10.21608/ejsur.2025.354995.1366

Abstract

Background: A frequent surgical emergency with significant morbidity and death is small intestinal perforation. It has
been shown that a variety of factors affect how well surgical patients fare.
Objectives: To determine straightforward and understandable prognostic indicators related to patients and surgery that
are linked to postoperative morbidity and death in patients having surgery to repair an intestinal perforation.
Patients and Methods: This was a prospective study included 50 cases of small intestinal perforation who were subjected to history taking, clinical examination and both laboratory and radiological investigations. All cases were prepared for surgery and surgical intervention was performed. After discharge, patients were followed through clinical and radiological assessment. Operative and postoperative data were recorded.

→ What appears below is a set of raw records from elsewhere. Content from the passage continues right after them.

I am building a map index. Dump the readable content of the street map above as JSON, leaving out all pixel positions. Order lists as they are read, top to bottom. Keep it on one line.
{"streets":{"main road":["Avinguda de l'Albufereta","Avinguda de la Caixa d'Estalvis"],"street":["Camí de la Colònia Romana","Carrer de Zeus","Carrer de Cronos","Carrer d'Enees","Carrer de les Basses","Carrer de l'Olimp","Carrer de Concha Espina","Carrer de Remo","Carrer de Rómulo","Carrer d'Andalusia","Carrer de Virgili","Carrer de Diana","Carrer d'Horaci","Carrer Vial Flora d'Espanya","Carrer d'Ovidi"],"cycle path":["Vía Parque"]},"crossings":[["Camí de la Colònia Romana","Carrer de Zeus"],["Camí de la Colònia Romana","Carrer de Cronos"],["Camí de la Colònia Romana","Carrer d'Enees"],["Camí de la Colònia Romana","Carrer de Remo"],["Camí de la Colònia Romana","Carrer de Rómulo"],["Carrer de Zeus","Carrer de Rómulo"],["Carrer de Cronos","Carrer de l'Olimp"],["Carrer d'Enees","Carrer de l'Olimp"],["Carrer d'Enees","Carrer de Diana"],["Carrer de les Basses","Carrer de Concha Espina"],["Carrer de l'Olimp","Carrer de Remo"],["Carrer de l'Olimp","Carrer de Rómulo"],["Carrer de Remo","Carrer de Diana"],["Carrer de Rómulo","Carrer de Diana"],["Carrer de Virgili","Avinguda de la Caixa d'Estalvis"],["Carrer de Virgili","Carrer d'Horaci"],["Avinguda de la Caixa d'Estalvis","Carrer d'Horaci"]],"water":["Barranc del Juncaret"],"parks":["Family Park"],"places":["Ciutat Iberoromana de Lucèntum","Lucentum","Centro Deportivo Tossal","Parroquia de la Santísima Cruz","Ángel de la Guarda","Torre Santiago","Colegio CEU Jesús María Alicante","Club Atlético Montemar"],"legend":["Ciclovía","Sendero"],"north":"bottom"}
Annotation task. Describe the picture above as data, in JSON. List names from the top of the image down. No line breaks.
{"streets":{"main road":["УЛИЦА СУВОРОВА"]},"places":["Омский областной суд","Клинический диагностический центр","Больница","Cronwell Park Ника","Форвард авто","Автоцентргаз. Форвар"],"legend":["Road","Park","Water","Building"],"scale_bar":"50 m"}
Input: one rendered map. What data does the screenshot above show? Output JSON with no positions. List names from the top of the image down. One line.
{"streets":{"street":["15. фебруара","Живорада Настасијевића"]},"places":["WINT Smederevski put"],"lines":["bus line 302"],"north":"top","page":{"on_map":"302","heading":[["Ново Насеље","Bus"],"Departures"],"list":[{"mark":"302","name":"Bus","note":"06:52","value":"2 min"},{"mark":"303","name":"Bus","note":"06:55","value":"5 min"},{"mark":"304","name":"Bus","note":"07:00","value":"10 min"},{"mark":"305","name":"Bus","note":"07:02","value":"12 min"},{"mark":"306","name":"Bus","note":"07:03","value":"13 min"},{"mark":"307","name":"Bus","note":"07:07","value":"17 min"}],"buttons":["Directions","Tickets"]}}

Results: Age, leukocytosis, hyperglycemia, hypoalbuminemia, arterial blood gases abnormalities (ABG), history of
(multiple diseases, diabetes mellitus (DM), hypertension (HTN), cardiac disease, hepatic disease), an ASA score ≥3,
shock on presentation, delay between symptoms onset and operation, prolonged operative time, ICU admission, blood
transfusion and perforation cause were significant predictive factors for post-operative mortality. Same factors (except
hepatic disease history) along with specimen pathology and jejunal perforation were significant predictors for postoperative morbidity.
Conclusions: Among patients underwent surgery for intestinal perforation age, leukocytosis, hypoalbuminemia, RBS,
ABG abnormalities, history of (multiple diseases, DM, HTN, cardiac disease), ASA score, shock on presentation, time
interval between symptoms and admission, operative time, jejunal perforation, perforation cause, perioperative blood
transfusion, ICU admission and pathology results were significant predictors for post-operative morbidities. Fore mortality, the same predictors apply with addition to hepatic disease and exclusion of pathology result and jejunal perforation.